TRY IT:
Filter the listing below for "Dawnshire" and report every line that has it.

EXCERPTED RECORDS:
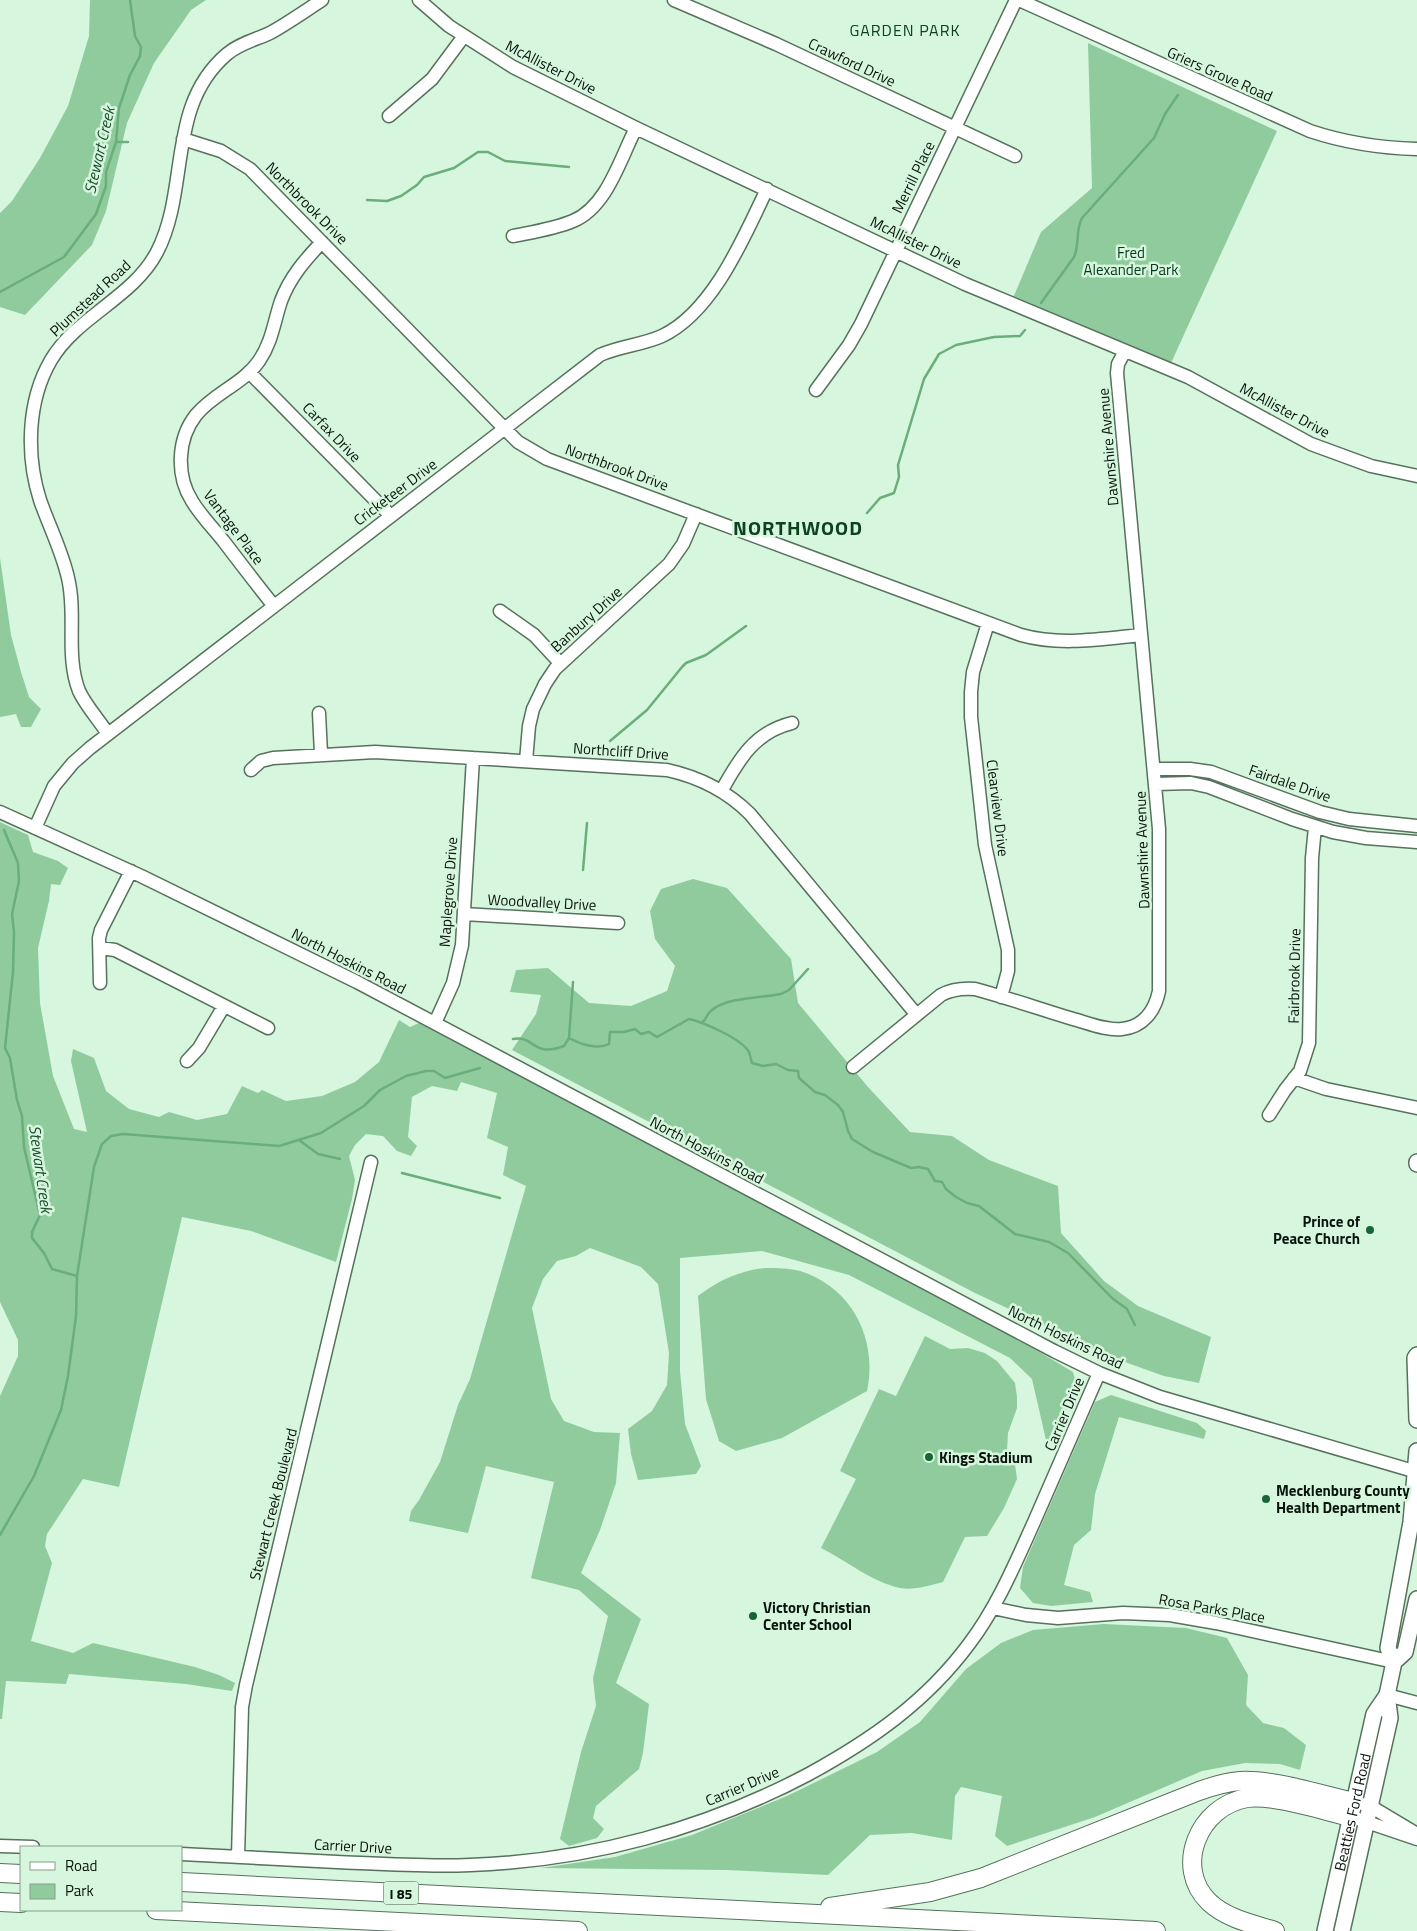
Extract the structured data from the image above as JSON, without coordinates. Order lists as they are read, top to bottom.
{
  "streets": {
    "highway": ["I 85"],
    "main road": ["Beatties Ford Road"],
    "street": [
      "Crawford Drive",
      "McAllister Drive",
      "Griers Grove Road",
      "Merrill Place",
      "Northbrook Drive",
      "Plumstead Road",
      "Carfax Drive",
      "Dawnshire Avenue",
      "Cricketeer Drive",
      "Vantage Place",
      "Banbury Drive",
      "Northcliff Drive",
      "Fairdale Drive",
      "Clearview Drive",
      "Maplegrove Drive",
      "Woodvalley Drive",
      "North Hoskins Road",
      "Fairbrook Drive",
      "Carrier Drive",
      "Stewart Creek Boulevard",
      "Rosa Parks Place"
    ]
  },
  "crossings": [
    ["Crawford Drive", "Merrill Place"],
    ["McAllister Drive", "Merrill Place"],
    ["McAllister Drive", "Dawnshire Avenue"],
    ["McAllister Drive", "Cricketeer Drive"],
    ["Griers Grove Road", "Merrill Place"],
    ["Northbrook Drive", "Plumstead Road"],
    ["Northbrook Drive", "Dawnshire Avenue"],
    ["Northbrook Drive", "Cricketeer Drive"],
    ["Northbrook Drive", "Vantage Place"],
    ["Northbrook Drive", "Banbury Drive"],
    ["Northbrook Drive", "Clearview Drive"],
    ["Plumstead Road", "Cricketeer Drive"],
    ["Carfax Drive", "Cricketeer Drive"],
    ["Carfax Drive", "Vantage Place"],
    ["Dawnshire Avenue", "Northcliff Drive"],
    ["Dawnshire Avenue", "Fairdale Drive"],
    ["Dawnshire Avenue", "Clearview Drive"],
    ["Cricketeer Drive", "Vantage Place"],
    ["Cricketeer Drive", "North Hoskins Road"],
    ["Banbury Drive", "Northcliff Drive"],
    ["Northcliff Drive", "Maplegrove Drive"],
    ["Fairdale Drive", "Fairbrook Drive"],
    ["Maplegrove Drive", "Woodvalley Drive"],
    ["Maplegrove Drive", "North Hoskins Road"],
    ["North Hoskins Road", "Carrier Drive"],
    ["North Hoskins Road", "Beatties Ford Road"],
    ["Carrier Drive", "Stewart Creek Boulevard"],
    ["Carrier Drive", "Rosa Parks Place"],
    ["Rosa Parks Place", "Beatties Ford Road"]
  ],
  "districts": ["GARDEN PARK", "NORTHWOOD"],
  "water": ["Stewart Creek"],
  "parks": ["Fred Alexander Park"],
  "places": [
    "Prince of Peace Church",
    "Kings Stadium",
    "Mecklenburg County Health Department",
    "Victory Christian Center School"
  ],
  "legend": ["Road", "Park"]
}
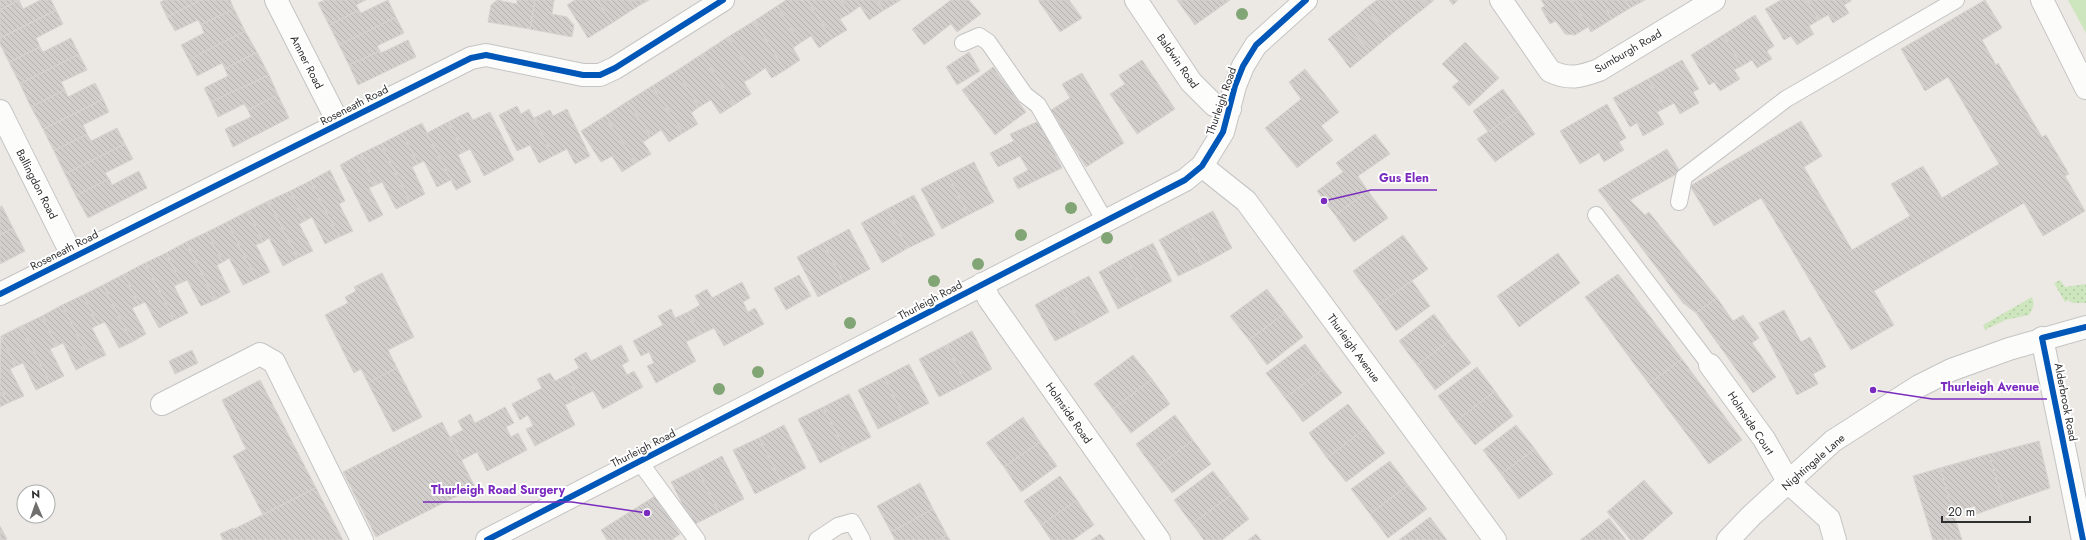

REPLY:
      "Dawnshire Avenue",
    ["McAllister Drive", "Dawnshire Avenue"],
    ["Northbrook Drive", "Dawnshire Avenue"],
    ["Dawnshire Avenue", "Northcliff Drive"],
    ["Dawnshire Avenue", "Fairdale Drive"],
    ["Dawnshire Avenue", "Clearview Drive"],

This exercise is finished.